The contemplated patient population includes those with primary myelofibrosis, post-polycythemia vera myelofibrosis, and post-essential thrombocythemia myelofibrosis, who may be in need of red blood cell (RBC) transfusions and in whom treatment could reduce or eliminate the need for said RBC transfusions (see p. 106, lines 1-6; p. 112, lines 23-26; p. 113, lines 1-7; claims 17, 18, 23-25 and 55). While the WO document by Kumar contemplates patients who are transfusion-dependent, it also teaches that myelofibrosis patients may have non-transfusion dependent anemia, which may be treated with erythropoiesis stimulating agents (see claim 17; p. 111, lines 19-34). In addition, Kumar teaches monitoring hemoglobin to test for anemia and that administering an ActRIIB antagonist results in increased RBC counts and hemoglobin levels in patients treated with a JAK inhibitor (claims 13, 49, 53; p. 112, lines 27-32). Kumar teaches that “hematologic parameters”, including RBCs and hemoglobin levels, can be measured by “art-recognized methods” and that contemplated normal hemoglobin levels are “10-12.5 g/dl, and typically about 11.0 g/dl” (see p. 112, lines 29-32; paragraph bridging pages 120-121). Kumar teaches ruxolitinib is used to treat the patient population suffering from myelofibrosis, which suggests that patients treated with ruxolitinib are contemplated, particularly since it can lead to anemia, which would necessitate treatment with an ActRIIB-Fc (see p. 142, lines 20-25). Kumar teach a study in a mouse model demonstrating that co-administration with an ActRIIB ligand trap improved RBC counts and hemoglobin levels within four weeks (see paragraph bridging pages 142-143).

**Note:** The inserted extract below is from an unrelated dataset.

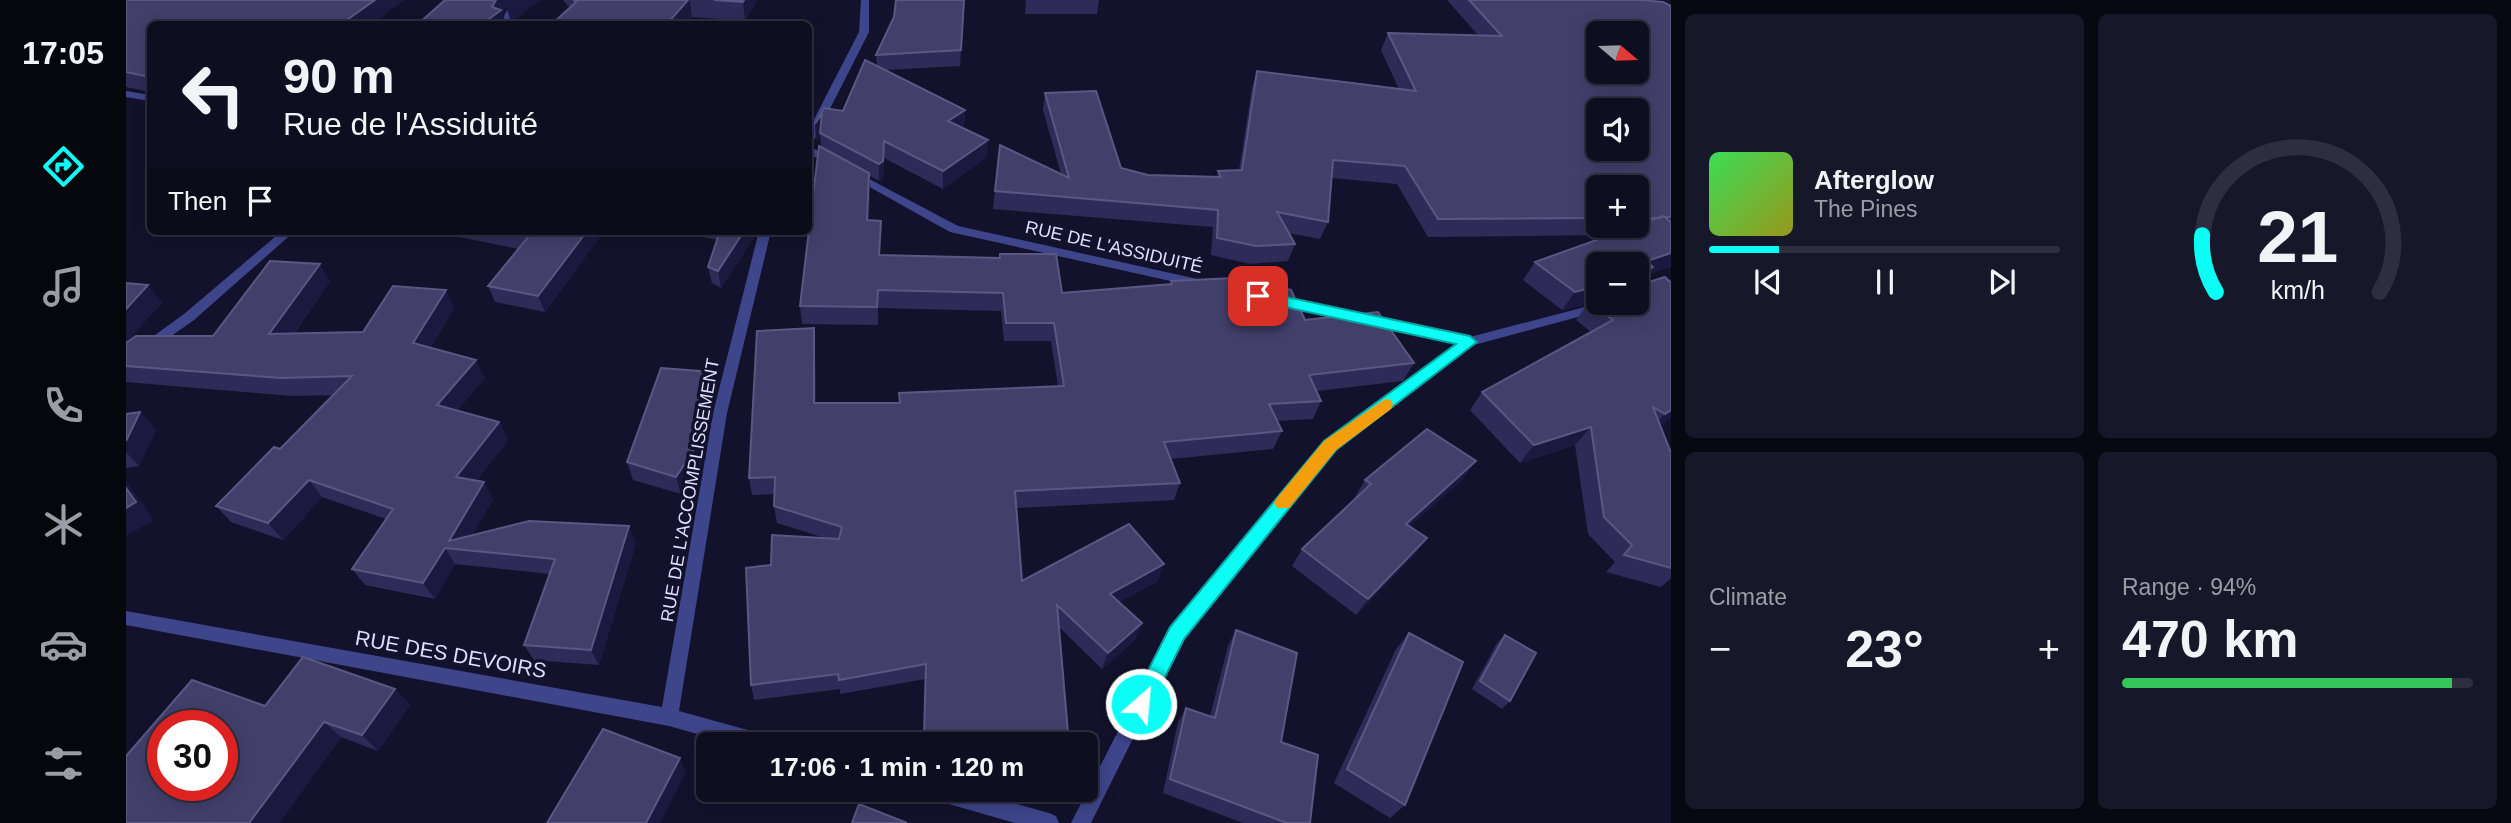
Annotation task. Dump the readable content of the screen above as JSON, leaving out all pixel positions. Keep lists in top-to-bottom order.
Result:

The second factor to consider is to ascertain the differences between the prior art and the instant claims. First, the WO document by Kumar does not teach administering 1 mg/kg ActRIIB ligand trap once every 21-day days as recited in amended claim 1 and administering a subsequent ActRIIB ligand trap dose of 0.6, 0.8, 1.0, 1.33 or 1.75 mg/kg (claim 36). Second, Kumar does not expressly teach (a) taking a first measurement of hemoglobin (Hgb) level in a subject; (b) administering to the subject an initial dose of an ActRIIB ligand trap; (c) administering to the subject fedratinib or a pharmaceutically acceptable salt and/or hydrate thereof; (d) taking a second measurement of hemoglobin (Hgb) level in the subject at the end of a first period of time after the administration of the initial dose of an ActRIIB ligand trap; and (e) administering to the subject a subsequent dose of the ActRIIB ligand trap based on the second measurement of hemoglobin (Hgb) level as compared to the first measurement of hemoglobin (Hgb) level, or based on a number of red blood cell transfusion that the subject received during the first period of time as recited in claim 2, timing of measurement as in recited in claim 30 and optimizing dosage as recited in claim 38. Further, Kumar does not expressly teach the number of RBC units received in RBC transfusion as recited in claims 15 and 18, or the outcome of hemoglobin measurements as recited in claims 16 and 19. Finally, Kumar does not teach that the first period of time after which a hemoglobin level is measured (referred to in parts (d) and (e) of claim 2) is 1-6 days or 1-8 weeks as recited in claim 33. These issues will be considered in turn.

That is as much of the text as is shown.